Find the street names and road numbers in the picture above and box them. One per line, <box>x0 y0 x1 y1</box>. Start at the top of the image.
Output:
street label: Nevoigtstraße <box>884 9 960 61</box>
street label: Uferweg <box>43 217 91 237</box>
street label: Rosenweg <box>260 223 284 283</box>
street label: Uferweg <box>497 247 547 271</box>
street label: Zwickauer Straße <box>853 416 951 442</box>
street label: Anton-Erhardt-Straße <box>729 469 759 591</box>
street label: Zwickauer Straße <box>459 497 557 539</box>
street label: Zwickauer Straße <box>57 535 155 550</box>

☆ ☆ ☆ ☆ ☆ ☆ ☆

Type out the listing again with nothing changed.

- TASK SOLUTION:
Find the street names and road numbers in the picture above and box them. One per line, <box>x0 y0 x1 y1</box>. Start at the top of the image.
Output:
street label: Nevoigtstraße <box>884 9 960 61</box>
street label: Uferweg <box>43 217 91 237</box>
street label: Rosenweg <box>260 223 284 283</box>
street label: Uferweg <box>497 247 547 271</box>
street label: Zwickauer Straße <box>853 416 951 442</box>
street label: Anton-Erhardt-Straße <box>729 469 759 591</box>
street label: Zwickauer Straße <box>459 497 557 539</box>
street label: Zwickauer Straße <box>57 535 155 550</box>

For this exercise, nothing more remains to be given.